START Data provided
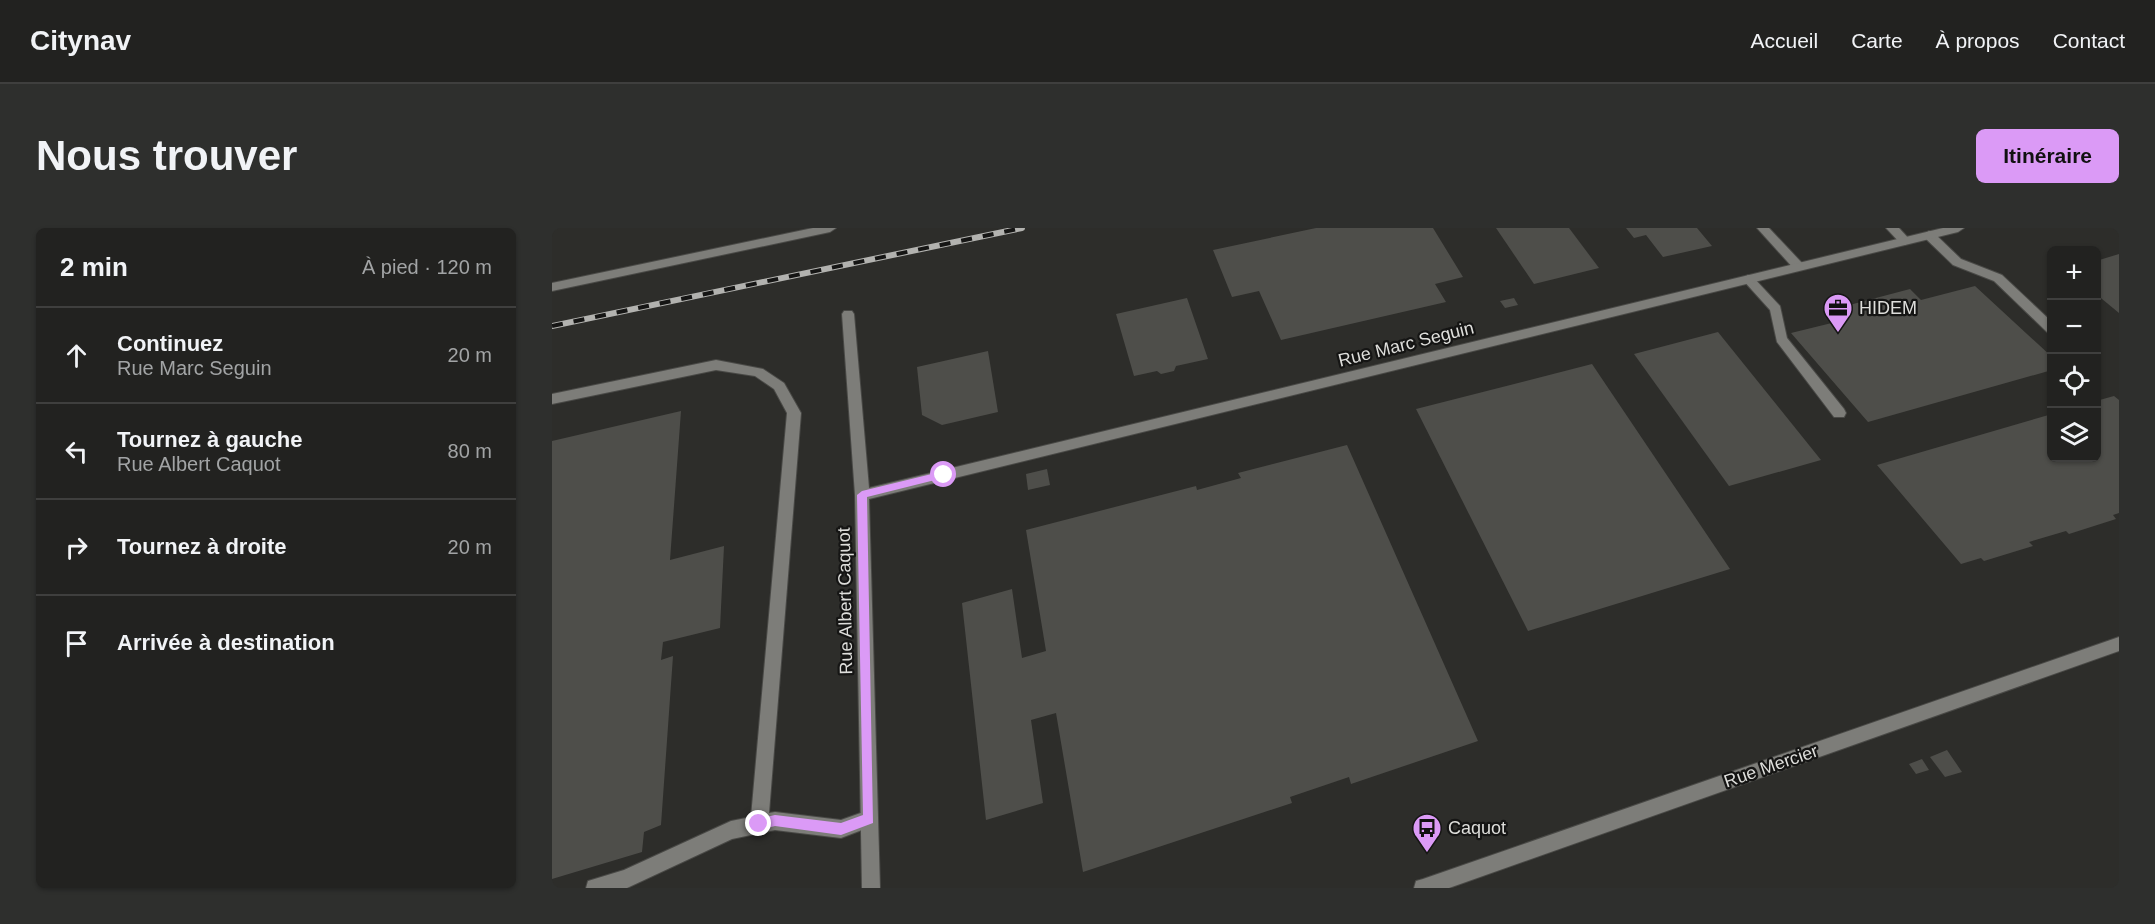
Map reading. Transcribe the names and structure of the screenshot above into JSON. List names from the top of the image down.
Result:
END Data provided
START Data provided
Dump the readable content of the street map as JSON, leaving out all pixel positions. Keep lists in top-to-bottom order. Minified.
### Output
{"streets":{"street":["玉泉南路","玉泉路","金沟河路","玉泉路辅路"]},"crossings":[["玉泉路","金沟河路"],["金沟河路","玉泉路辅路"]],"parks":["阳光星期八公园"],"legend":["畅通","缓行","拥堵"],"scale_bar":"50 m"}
END Data provided
* _What needs to be done_: Read through the data above. Report each line that has the word "JSON".

* _Written solution_:
Map reading. Transcribe the names and structure of the screenshot above into JSON. List names from the top of the image down.
Dump the readable content of the street map as JSON, leaving out all pixel positions. Keep lists in top-to-bottom order. Minified.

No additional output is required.